I purchased this course ---SMART MOVE!--because, at 74, I learn more slowly and need more practice. While I've had some "novice" experience with PS, this course is moving me along in a totally different way. Most tutorials just tell you what to do. Ben tells you not only WHAT to do, but WHY (--or why not) and HOW. Understanding better can lead to using the practices in PS more fluently AND to greater freedom to be creative. I find Ben's approach to be kind of a "come as you are" session. No matter where you are on the learning spectrum, there is something to review, something new, or a brand new challenge. The relaxed manner of presentation is great, but doesn't minimize the content of the class. I appreciate the additional explanations and theory. These help to make total sense of the tools and practices of good editing. I would really recommend that, if possible, you purchase the course.

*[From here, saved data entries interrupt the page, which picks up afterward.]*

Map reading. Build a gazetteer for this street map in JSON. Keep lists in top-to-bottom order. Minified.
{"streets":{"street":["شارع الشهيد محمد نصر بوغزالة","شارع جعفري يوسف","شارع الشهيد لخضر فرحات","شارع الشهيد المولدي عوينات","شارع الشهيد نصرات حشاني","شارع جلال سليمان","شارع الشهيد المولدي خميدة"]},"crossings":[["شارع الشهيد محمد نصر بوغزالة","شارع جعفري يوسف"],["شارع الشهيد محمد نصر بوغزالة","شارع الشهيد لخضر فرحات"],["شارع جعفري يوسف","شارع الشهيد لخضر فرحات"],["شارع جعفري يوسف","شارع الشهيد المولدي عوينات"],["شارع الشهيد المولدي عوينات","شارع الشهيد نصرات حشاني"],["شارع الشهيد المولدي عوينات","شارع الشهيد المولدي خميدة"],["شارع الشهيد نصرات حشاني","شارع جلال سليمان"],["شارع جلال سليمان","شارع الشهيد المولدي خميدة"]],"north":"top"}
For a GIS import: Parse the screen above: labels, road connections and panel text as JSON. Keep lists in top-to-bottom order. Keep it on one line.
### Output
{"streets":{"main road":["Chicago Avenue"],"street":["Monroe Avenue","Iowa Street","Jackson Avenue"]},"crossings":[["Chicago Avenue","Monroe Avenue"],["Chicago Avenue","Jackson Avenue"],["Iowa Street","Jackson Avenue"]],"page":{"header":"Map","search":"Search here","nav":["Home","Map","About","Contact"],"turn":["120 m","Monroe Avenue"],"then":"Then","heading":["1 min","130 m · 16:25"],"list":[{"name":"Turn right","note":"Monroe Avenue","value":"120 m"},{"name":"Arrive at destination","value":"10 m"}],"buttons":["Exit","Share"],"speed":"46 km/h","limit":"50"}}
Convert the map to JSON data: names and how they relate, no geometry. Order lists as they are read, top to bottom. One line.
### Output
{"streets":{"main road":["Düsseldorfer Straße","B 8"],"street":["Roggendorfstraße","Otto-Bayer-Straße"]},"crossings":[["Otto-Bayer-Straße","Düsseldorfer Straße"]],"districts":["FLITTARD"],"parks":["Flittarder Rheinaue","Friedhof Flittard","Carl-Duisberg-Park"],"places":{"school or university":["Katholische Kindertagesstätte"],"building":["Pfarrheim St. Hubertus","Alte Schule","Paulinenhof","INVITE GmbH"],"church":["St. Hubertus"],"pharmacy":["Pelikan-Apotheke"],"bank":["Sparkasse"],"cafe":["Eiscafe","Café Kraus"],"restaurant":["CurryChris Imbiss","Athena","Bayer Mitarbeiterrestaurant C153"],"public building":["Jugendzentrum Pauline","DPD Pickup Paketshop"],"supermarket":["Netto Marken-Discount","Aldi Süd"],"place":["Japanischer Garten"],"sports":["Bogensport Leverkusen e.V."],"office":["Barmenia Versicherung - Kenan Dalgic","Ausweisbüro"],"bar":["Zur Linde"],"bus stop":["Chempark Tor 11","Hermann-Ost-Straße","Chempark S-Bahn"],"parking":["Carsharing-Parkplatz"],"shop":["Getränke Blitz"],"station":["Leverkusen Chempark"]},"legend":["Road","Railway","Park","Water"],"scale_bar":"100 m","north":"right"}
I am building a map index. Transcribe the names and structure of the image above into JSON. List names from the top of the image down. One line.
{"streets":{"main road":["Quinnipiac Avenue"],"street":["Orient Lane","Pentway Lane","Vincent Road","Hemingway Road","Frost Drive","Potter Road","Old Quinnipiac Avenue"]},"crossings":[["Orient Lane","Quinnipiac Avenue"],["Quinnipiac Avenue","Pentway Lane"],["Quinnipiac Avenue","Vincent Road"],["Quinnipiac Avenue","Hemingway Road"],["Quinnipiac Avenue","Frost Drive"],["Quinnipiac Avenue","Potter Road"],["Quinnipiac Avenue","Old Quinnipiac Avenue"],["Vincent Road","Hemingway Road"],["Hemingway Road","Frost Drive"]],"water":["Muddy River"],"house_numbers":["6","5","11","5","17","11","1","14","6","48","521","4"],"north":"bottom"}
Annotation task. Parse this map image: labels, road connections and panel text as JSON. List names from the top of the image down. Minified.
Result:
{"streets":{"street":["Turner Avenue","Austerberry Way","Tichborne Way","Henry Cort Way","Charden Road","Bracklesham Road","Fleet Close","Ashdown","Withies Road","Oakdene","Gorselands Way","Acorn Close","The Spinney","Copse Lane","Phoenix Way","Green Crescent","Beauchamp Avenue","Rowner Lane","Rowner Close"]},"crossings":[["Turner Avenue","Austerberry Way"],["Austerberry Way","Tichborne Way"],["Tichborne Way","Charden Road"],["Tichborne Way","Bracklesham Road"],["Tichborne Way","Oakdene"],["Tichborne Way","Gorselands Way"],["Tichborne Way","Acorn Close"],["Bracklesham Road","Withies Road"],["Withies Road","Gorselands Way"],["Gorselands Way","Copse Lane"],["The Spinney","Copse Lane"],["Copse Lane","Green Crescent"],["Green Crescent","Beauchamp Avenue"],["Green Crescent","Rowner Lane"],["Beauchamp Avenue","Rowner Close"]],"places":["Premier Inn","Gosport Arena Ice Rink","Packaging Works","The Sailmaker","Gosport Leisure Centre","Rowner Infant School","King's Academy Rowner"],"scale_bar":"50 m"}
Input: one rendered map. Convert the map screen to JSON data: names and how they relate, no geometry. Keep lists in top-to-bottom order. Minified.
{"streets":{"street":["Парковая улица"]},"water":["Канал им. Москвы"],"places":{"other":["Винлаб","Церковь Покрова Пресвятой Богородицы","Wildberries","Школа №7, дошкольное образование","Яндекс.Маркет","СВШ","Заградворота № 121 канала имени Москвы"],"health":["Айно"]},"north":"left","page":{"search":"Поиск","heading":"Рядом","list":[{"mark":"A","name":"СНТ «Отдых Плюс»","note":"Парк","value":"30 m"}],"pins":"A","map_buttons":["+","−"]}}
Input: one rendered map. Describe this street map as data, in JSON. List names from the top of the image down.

The practice images, the homework, and the evolving workbook are great review and reference points. Personally, I have downloaded the classes by week so I can view, re-view, and stop, start, and repeat segments as often as I need to --which is often! Also, sometimes I like to view and work on one segment of the class at a time. My study of this course will be a LOT LONGER than four weeks, and I know I'll be referring to it as long as I'm a Photoshop user. Thanks, Ben! (And thanks to your wife for her contribution as well.)

Carol Senske

I've used PS for about five years in many of it's various versions. Learning on your won is a tough proposition, and I've struggled the whole time. Seeing work I admired and that inspired me to strive for great er things then not being ablr to figure out how to do them was a major frustration. The jargon was sometimes foreign, the complexity of the program overwhelming but I soldiered on and learned bits and pieces. A friend recommended Ben's course and I immediately came to CL to see what she was so thrilled about - I was amazed! Ben is down-to-earth, explains each step, gives shortcuts, defines terms, and shows how to accomplish what he's teaching. After two weeks I bought the class. I not only bought the Photoshop course but I added the Lightroom course as well. I'll do that, on my own, when things slow down a bit, and I have no doubt that course will help me even more than the PS course. I'm totally at sea with LR. I like Ben's teaching style, appreciate all the homework and extras included, and greatly appreciate the magnificent, easy to use, workbook by Ben's wife. I give my wholehearted endorsement for this course!